Filter this material down to the lines that contain the string "content", and return those lines.

_ _ _ _ _

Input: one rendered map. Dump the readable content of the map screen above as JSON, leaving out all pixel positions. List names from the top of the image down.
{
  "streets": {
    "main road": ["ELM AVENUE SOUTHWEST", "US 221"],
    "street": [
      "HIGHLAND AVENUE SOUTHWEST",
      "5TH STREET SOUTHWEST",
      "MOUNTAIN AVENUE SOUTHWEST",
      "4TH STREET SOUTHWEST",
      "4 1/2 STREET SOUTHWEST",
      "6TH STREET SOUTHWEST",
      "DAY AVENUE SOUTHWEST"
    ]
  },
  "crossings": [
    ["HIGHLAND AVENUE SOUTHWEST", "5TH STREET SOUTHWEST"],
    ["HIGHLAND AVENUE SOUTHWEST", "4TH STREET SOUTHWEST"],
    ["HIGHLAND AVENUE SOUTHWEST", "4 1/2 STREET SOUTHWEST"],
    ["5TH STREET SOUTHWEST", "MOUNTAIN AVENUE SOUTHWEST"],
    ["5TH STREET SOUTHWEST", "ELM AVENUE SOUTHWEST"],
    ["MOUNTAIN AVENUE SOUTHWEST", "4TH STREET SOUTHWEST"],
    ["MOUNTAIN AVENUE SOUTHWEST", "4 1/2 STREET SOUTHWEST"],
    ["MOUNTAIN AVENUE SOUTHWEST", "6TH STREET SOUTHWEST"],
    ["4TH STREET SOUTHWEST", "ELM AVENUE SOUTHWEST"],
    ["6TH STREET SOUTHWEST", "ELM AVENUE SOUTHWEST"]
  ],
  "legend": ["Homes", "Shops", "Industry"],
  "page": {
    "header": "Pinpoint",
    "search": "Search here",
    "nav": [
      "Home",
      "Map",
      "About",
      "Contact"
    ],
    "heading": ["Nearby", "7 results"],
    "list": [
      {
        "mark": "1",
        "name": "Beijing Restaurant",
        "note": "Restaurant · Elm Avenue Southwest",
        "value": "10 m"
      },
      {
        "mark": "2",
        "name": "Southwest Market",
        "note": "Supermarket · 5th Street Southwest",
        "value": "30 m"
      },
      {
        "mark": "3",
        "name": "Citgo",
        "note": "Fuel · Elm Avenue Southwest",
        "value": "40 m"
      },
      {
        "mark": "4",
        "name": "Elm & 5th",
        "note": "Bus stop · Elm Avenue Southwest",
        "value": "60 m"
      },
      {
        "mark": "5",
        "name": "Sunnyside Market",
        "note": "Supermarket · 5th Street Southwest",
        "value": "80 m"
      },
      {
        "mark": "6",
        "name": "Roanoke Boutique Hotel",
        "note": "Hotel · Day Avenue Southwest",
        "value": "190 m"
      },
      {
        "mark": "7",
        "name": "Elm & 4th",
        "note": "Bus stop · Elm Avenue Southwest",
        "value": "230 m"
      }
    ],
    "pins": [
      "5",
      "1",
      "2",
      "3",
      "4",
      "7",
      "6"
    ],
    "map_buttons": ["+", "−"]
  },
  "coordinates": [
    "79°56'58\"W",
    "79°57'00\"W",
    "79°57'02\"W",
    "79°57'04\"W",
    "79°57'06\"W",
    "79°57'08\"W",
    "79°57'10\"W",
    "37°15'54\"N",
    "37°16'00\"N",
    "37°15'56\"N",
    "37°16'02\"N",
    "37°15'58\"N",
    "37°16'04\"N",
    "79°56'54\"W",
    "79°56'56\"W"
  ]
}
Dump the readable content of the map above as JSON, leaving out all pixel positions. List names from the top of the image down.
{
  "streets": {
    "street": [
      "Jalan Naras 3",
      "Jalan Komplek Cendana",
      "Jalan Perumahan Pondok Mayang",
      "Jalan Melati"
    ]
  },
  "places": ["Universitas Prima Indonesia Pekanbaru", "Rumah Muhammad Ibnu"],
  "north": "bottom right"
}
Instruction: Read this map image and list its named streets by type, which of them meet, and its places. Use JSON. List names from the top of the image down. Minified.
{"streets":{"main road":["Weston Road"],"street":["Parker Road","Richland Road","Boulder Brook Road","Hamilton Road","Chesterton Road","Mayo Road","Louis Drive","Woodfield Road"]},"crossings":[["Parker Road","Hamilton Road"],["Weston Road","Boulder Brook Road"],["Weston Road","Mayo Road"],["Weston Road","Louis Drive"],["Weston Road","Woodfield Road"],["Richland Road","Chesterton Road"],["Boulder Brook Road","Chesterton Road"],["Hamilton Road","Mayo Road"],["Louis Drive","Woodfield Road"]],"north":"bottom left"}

_ _ _ _ _

* [Solution to this exercise]
Input: one rendered map. Dump the readable content of the map screen above as JSON, leaving out all pixel positions. List names from the top of the image down.
Dump the readable content of the map above as JSON, leaving out all pixel positions. List names from the top of the image down.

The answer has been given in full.